## Work task
Give the entries again exactly as they appear, but without the images.

(Supplied records Opens)

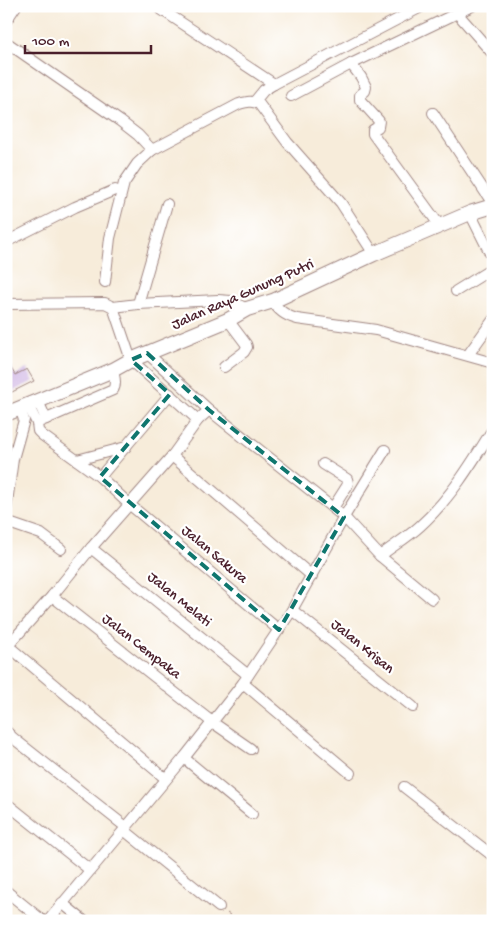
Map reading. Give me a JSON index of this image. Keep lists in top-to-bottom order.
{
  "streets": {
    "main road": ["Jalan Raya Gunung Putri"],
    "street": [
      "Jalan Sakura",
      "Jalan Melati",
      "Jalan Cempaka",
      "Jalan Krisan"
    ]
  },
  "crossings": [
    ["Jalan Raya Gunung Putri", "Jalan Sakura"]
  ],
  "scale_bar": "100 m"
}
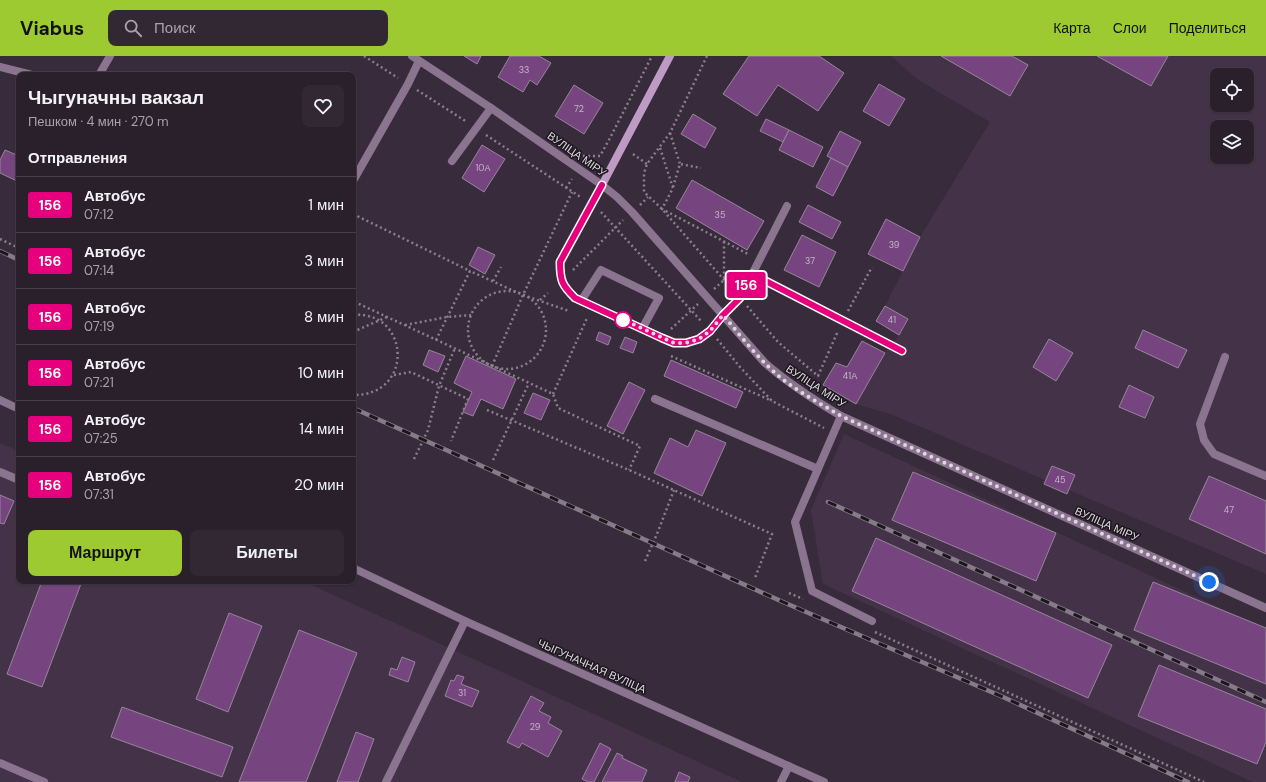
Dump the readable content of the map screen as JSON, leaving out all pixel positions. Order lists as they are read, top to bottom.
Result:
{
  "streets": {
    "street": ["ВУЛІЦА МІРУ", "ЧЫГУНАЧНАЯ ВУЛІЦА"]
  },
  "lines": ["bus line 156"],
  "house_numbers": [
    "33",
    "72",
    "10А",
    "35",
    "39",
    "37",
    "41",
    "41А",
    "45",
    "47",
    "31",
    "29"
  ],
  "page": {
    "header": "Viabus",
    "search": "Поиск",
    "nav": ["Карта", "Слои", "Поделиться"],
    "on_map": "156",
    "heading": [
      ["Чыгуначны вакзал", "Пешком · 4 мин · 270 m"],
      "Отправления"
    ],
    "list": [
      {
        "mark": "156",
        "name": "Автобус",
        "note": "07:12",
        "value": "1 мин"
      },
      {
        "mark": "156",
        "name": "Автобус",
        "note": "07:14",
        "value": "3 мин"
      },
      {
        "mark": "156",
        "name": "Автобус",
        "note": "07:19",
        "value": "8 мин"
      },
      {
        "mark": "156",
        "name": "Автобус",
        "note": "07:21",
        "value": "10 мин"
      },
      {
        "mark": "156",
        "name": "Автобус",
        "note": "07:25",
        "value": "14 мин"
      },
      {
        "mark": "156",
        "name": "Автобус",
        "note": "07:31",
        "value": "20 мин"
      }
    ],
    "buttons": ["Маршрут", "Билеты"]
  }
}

(Supplied records Closes)

## Output of the task
Map reading. Give me a JSON index of this image. Keep lists in top-to-bottom order.
{
  "streets": {
    "main road": ["Jalan Raya Gunung Putri"],
    "street": [
      "Jalan Sakura",
      "Jalan Melati",
      "Jalan Cempaka",
      "Jalan Krisan"
    ]
  },
  "crossings": [
    ["Jalan Raya Gunung Putri", "Jalan Sakura"]
  ],
  "scale_bar": "100 m"
}
Dump the readable content of the map screen as JSON, leaving out all pixel positions. Order lists as they are read, top to bottom.
Result:
{
  "streets": {
    "street": ["ВУЛІЦА МІРУ", "ЧЫГУНАЧНАЯ ВУЛІЦА"]
  },
  "lines": ["bus line 156"],
  "house_numbers": [
    "33",
    "72",
    "10А",
    "35",
    "39",
    "37",
    "41",
    "41А",
    "45",
    "47",
    "31",
    "29"
  ],
  "page": {
    "header": "Viabus",
    "search": "Поиск",
    "nav": ["Карта", "Слои", "Поделиться"],
    "on_map": "156",
    "heading": [
      ["Чыгуначны вакзал", "Пешком · 4 мин · 270 m"],
      "Отправления"
    ],
    "list": [
      {
        "mark": "156",
        "name": "Автобус",
        "note": "07:12",
        "value": "1 мин"
      },
      {
        "mark": "156",
        "name": "Автобус",
        "note": "07:14",
        "value": "3 мин"
      },
      {
        "mark": "156",
        "name": "Автобус",
        "note": "07:19",
        "value": "8 мин"
      },
      {
        "mark": "156",
        "name": "Автобус",
        "note": "07:21",
        "value": "10 мин"
      },
      {
        "mark": "156",
        "name": "Автобус",
        "note": "07:25",
        "value": "14 мин"
      },
      {
        "mark": "156",
        "name": "Автобус",
        "note": "07:31",
        "value": "20 мин"
      }
    ],
    "buttons": ["Маршрут", "Билеты"]
  }
}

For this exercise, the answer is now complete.